Collected data:
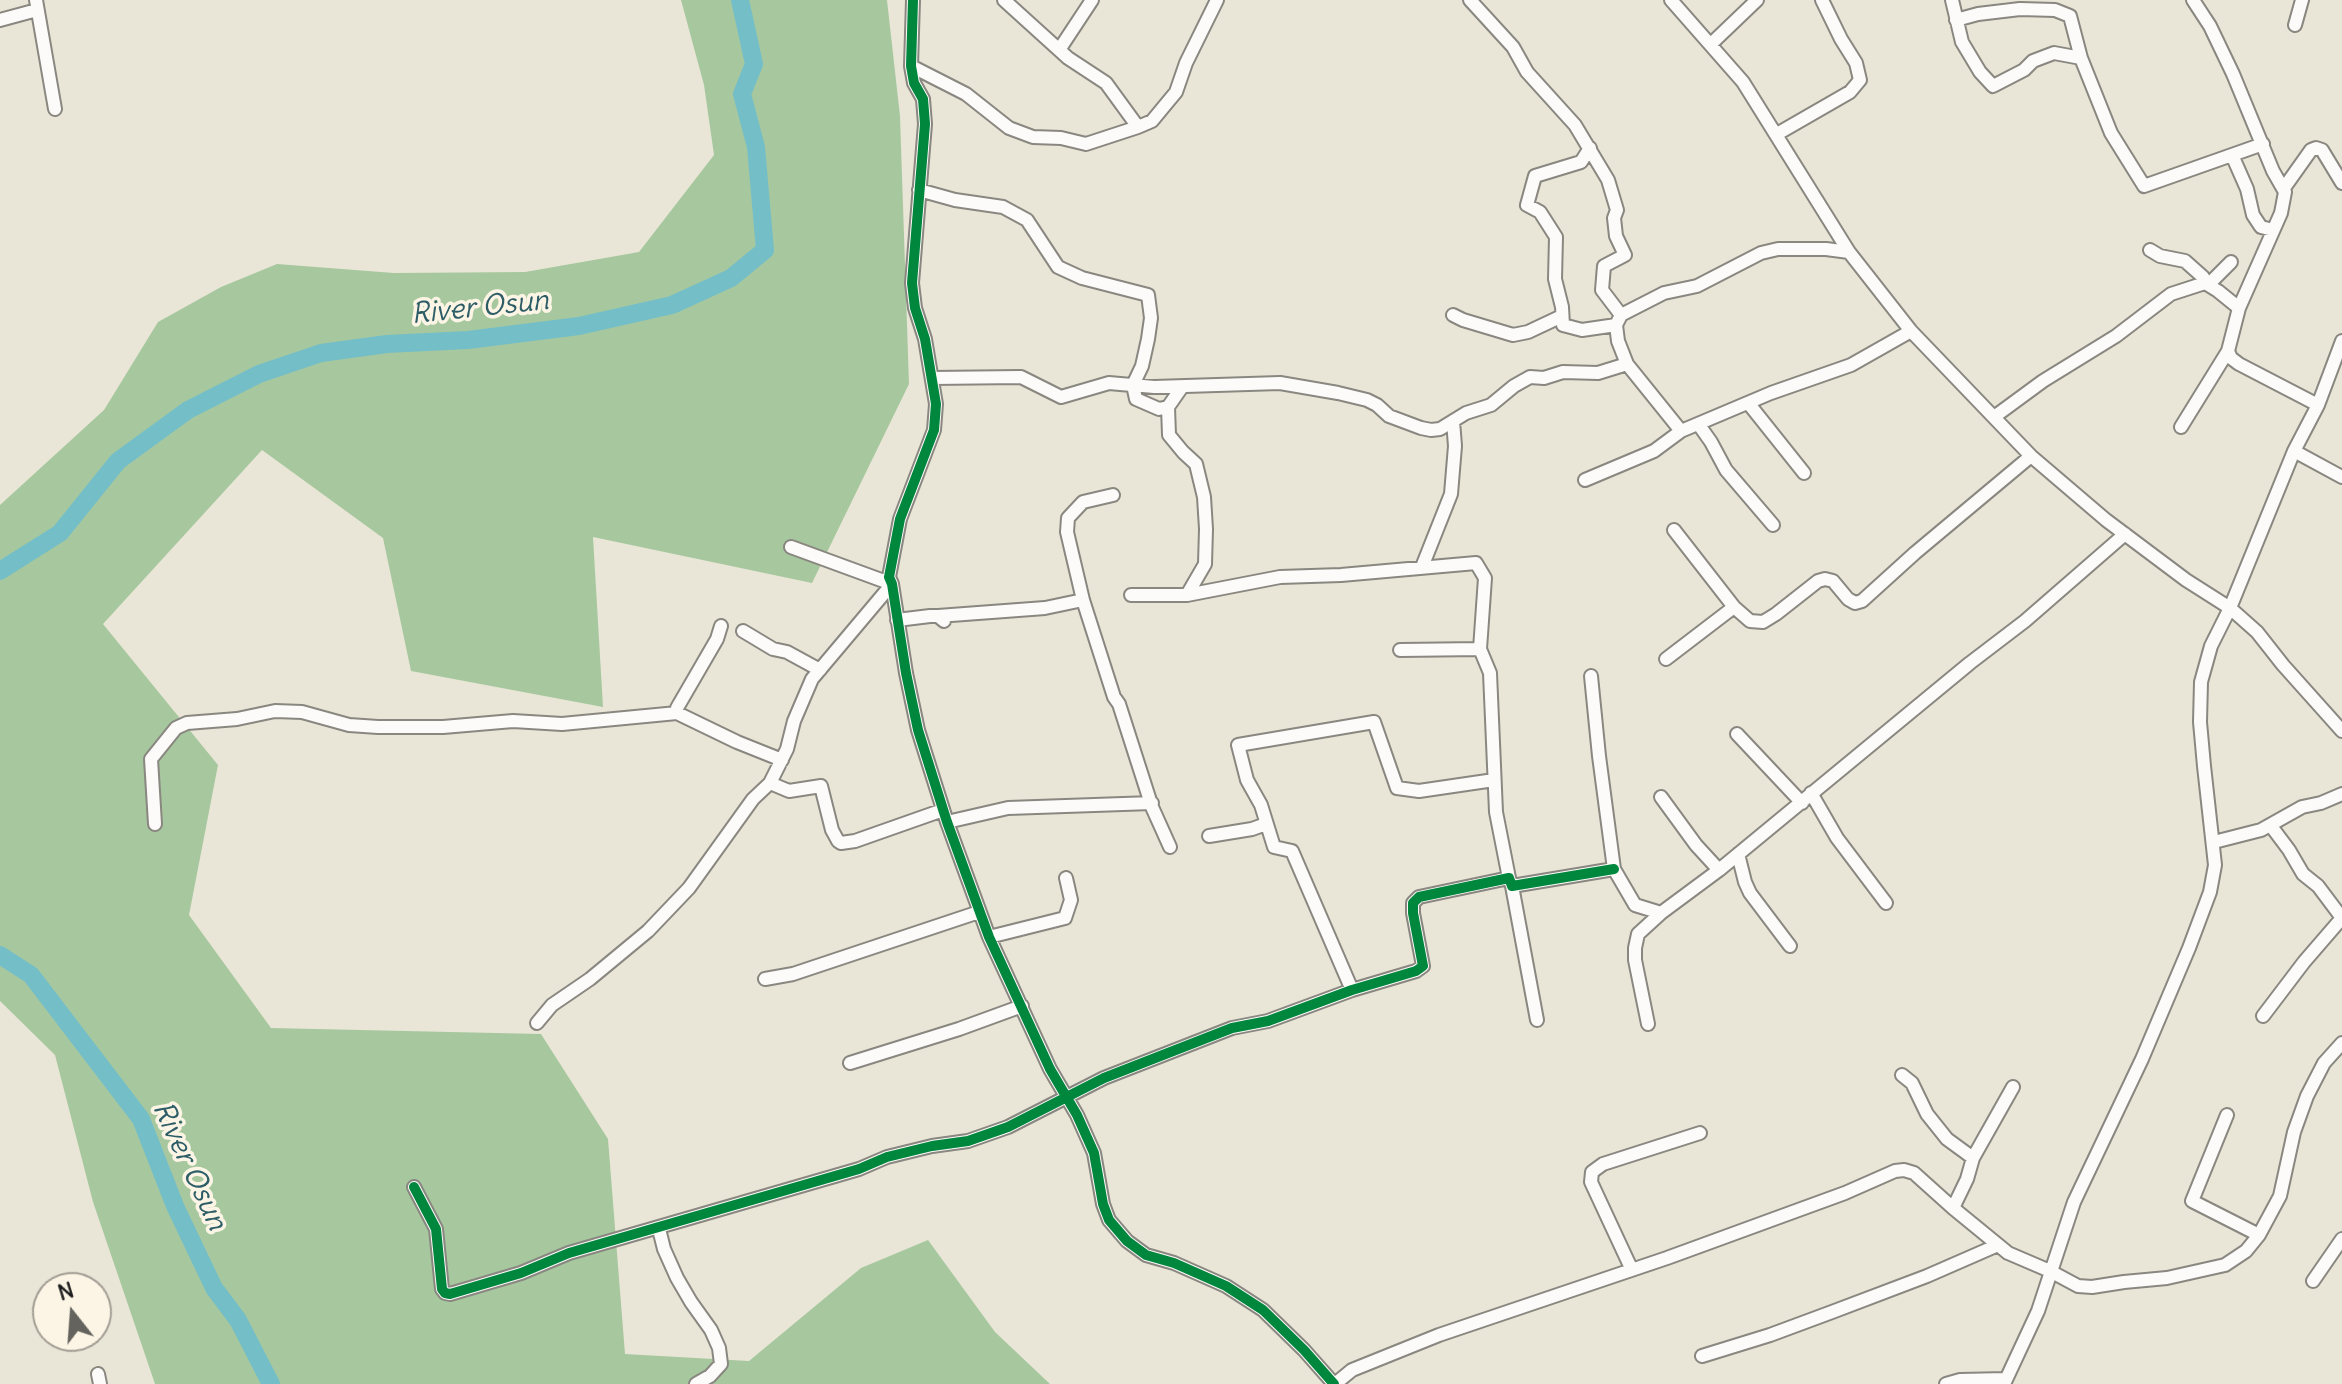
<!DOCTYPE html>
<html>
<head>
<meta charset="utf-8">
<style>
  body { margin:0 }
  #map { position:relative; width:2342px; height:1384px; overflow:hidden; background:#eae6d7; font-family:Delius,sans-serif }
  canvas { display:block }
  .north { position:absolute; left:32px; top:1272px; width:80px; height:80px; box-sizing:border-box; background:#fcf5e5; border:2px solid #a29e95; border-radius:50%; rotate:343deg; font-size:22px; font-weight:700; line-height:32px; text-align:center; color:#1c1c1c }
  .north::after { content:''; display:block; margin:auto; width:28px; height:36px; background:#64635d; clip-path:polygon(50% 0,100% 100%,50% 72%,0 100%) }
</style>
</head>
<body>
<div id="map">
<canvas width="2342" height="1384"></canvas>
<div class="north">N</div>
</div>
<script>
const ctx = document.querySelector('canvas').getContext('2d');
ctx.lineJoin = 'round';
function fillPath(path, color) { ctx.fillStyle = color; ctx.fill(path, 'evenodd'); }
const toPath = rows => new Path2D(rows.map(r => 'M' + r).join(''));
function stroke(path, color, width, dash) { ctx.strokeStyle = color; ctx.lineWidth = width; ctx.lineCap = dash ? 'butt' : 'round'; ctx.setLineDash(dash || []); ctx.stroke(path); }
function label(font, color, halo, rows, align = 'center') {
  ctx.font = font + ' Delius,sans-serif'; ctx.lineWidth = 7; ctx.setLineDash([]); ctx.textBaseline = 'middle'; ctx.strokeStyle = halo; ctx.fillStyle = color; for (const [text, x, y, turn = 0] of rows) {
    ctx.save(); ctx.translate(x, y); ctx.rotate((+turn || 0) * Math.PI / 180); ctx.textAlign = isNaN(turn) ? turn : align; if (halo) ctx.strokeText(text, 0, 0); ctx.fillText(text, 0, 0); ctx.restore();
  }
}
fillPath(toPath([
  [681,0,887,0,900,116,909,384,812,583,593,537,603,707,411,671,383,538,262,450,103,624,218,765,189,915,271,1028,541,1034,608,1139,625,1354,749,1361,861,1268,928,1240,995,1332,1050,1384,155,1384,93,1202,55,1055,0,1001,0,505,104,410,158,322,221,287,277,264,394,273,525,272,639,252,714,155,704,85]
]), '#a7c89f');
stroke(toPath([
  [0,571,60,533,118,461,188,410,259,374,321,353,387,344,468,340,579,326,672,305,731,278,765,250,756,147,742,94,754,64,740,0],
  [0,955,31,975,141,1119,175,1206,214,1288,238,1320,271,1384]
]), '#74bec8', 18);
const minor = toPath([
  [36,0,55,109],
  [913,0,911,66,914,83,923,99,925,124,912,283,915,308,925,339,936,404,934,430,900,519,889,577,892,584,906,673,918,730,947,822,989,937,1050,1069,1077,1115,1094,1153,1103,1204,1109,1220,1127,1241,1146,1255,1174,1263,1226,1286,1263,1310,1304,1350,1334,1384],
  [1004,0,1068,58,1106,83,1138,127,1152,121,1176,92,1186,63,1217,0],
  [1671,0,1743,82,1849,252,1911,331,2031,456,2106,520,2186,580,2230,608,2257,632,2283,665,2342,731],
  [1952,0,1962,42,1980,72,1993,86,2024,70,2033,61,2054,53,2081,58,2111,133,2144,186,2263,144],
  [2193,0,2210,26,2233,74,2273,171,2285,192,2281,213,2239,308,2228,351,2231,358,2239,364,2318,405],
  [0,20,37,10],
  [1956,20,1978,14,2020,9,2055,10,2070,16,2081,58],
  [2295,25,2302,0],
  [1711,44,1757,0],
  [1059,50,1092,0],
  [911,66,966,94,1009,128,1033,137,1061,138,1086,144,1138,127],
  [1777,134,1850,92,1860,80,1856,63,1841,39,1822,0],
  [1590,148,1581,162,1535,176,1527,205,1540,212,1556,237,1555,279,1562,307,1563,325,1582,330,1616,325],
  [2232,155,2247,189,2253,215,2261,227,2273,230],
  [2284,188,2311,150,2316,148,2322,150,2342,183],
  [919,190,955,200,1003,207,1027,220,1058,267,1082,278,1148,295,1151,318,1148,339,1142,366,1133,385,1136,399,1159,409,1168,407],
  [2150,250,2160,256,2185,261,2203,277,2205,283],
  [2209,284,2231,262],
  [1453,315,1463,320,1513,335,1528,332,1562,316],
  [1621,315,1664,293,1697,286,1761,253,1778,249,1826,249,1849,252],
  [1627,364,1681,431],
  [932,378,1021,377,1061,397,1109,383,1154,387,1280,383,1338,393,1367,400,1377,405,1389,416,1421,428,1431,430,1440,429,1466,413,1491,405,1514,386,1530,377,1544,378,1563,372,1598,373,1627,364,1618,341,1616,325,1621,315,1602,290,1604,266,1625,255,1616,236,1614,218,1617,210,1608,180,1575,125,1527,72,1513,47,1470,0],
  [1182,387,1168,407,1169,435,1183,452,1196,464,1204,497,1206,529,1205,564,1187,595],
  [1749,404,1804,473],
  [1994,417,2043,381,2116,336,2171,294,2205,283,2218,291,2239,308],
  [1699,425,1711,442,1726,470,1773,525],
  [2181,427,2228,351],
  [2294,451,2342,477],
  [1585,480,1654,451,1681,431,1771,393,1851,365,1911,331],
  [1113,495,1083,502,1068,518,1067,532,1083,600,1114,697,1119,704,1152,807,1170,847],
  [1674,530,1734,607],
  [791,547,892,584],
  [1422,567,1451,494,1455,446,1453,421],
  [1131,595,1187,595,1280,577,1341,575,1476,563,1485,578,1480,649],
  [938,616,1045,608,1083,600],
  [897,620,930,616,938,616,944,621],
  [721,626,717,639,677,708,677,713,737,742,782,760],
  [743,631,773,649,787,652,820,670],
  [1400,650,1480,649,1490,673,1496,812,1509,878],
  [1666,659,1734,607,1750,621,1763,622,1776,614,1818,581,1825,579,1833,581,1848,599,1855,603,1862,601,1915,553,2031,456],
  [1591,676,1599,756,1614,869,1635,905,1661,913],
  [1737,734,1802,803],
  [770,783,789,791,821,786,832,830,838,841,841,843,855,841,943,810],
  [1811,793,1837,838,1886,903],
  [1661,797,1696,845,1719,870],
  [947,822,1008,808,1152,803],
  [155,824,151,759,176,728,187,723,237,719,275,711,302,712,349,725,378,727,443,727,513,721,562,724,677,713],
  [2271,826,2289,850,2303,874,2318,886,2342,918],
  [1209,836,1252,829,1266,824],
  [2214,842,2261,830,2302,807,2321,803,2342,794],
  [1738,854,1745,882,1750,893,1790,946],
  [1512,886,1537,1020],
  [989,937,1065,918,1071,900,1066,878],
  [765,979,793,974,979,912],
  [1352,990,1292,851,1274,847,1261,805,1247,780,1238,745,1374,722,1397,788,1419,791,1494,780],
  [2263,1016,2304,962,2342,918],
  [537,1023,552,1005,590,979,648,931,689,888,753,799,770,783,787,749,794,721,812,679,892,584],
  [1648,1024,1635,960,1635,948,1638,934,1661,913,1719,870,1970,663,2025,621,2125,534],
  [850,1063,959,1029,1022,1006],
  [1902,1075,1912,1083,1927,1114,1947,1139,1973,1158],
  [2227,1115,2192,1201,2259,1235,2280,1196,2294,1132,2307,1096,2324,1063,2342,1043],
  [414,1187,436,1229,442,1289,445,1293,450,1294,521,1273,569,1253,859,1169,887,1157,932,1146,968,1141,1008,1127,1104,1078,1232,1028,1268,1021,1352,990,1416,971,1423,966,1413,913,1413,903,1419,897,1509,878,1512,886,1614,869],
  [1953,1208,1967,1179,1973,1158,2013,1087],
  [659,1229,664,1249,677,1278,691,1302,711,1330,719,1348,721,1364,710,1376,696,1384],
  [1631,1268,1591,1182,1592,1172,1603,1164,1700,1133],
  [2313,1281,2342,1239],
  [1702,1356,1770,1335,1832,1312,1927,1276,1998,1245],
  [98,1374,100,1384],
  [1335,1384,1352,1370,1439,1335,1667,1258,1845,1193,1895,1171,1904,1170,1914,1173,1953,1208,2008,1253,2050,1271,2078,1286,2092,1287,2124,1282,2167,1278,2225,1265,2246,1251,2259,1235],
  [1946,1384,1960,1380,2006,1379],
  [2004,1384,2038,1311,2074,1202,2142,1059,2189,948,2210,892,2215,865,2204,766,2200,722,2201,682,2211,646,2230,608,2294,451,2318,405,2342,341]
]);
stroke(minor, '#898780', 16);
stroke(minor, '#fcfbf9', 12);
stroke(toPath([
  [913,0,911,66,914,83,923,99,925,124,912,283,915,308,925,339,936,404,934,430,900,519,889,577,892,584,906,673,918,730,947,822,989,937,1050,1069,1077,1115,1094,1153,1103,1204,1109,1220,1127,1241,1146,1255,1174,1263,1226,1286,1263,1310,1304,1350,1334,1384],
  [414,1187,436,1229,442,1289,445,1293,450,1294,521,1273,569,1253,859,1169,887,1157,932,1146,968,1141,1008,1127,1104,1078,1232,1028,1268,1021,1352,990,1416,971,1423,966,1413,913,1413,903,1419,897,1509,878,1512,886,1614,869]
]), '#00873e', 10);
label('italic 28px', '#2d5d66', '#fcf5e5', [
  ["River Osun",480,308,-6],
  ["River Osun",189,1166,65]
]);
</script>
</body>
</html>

## [Aim of the task]
Among the entries above, how many lines include the word "halo"? Reply with the number only.

## [Task solution]
3